In January 2019, we completed the acquisition of Croft Transport Planning & Design ("Croft"), with the ten employees and management joining our Manchester office. Croft provides highways, transport and traffic planning advice on commercial, residential and mixed use schemes to a corporate client base, which includes developers, house builders and land owners. This expands the consultancy services we can offer to real estate developers and corporate clients.

 

In April 2019, we acquired Barker Storey Matthews ("BSM"), an independent firm of chartered surveyors with offices in Cambridge, Huntingdon, Peterborough and Bury St Edmunds, with 38 employees joining Eddisons.  The core services offered are commercial property agency, property management, building consultancy, professional services (including valuations) and planning services, consistent with our core service offerings. BSM was ranked the overall winner for Eastern England in the EG Deals Competition 2018 for commercial property agents. The addition of the BSM team expands our geographical coverage.

 

The number of people employed in the division has increased to 245 as at 30 April 2019 from 182 at the start of the financial year. 

 

* See note 2

 

Partners and employees

 

As at 30 April 2019, the group employed a total of 650 partners and staff (2018: 576); this comprises 486 fee earners and 164 support staff.

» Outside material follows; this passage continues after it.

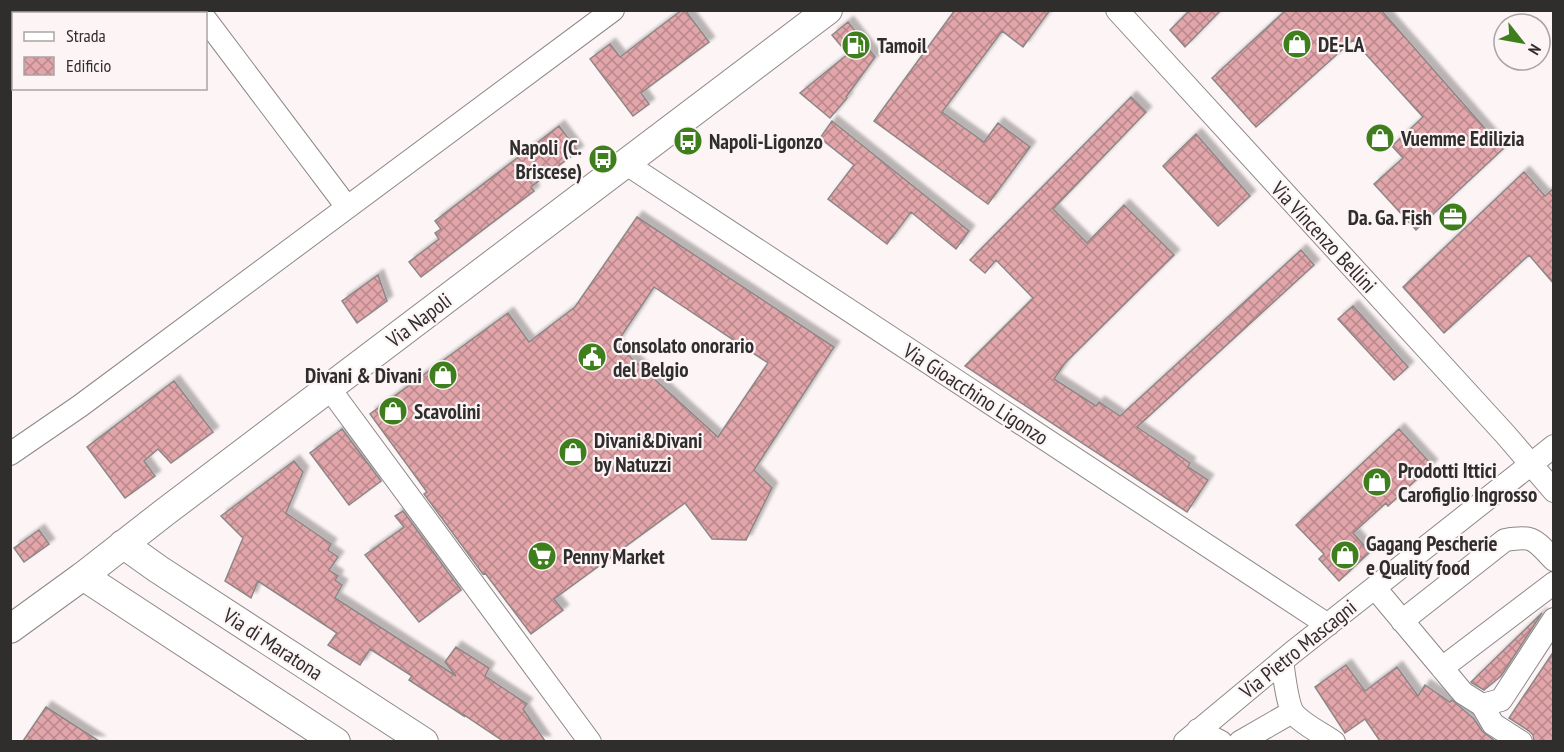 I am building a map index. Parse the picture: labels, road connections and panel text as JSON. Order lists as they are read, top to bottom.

                                                             

FINANCE REVIEW

 

Financial summary

 

2019

2018

 

£m

£m

 

 

 

Revenue

60.1

52.4

Operating profit (before transaction costs and amortisation)

7.6

6.1

Interest costs

(0.5)

(0.5)

Adjusted profit before tax

7.1

5.6

Transaction costs

(1.2)

(1.4)

Amortisation of intangible assets arising on acquisitions

(2.4)

(1.9)

Profit before tax

3.5

2.3

Tax

(1.1)

(0.9)

Profit for the year

2.4

1.4

 

Operating result (before transaction costs and amortisation)

 

Revenue in the year increased by £7.7m to £60.1m (2018: £52.4m), an overall increase of 14.5% in the year, of which 8.6% was organic and 5.9% was acquired.

 

Operating margins increased in the year to 12.6% (2018: 11.6%), due to increased segmental margins in both divisions and the benefit of operating leverage as the business has grown. Operating profit increased by 24.7% to £7.6m (2018: £6.1m).

 

Adjusted profit before tax increased by £1.5m to £7.1m (2018: £5.6m), an increase of 26.7% in the year as a result of the increased operating profits with interest costs in line with the prior year.

 

IFRS 15 'Revenue from Contracts with Customers' and IFRS 9 'Financial Instruments' have been implemented with effect from 1 May 2018. The adoption of these standards had a minimal impact on reported revenue, profit and earnings per share in the current year. We have applied these standards using the retrospective application method, giving an opening adjustment to retained earnings rather than a restatement of prior periods.  This is detailed further in note 1.

 

Tax

 

The overall tax charge for the year was £1.1m (2018: £0.9m), giving an effective rate of 31% (2018: 38%). This comprised a charge on adjusted profit before tax of £1.6m (2018: £1.3m), partially offset by a tax credit resulting from transaction costs and amortisation of £0.5m (2018: £0.4m). The tax rate on adjusted profits was 22%, in line with the prior year. 

 

Earnings per share

 

Adjusted basic earnings per share* increased by 22.5% to 4.9p (2018: 4.0p). Basic earnings per share increased to 2.2p (2018: 1.3p).

 

* See reconciliation in note 4

 

Acquisitions

 

During the year the group completed four acquisitions:

 

·      Croft Transport Planning & Design on 31 January 2019 for initial consideration of £1.5m (£1.125m in cash and the issue of 640,150 new ordinary shares) with a maximum additional cash payment of £2.5m subject to financial performance in the five year period following the acquisition.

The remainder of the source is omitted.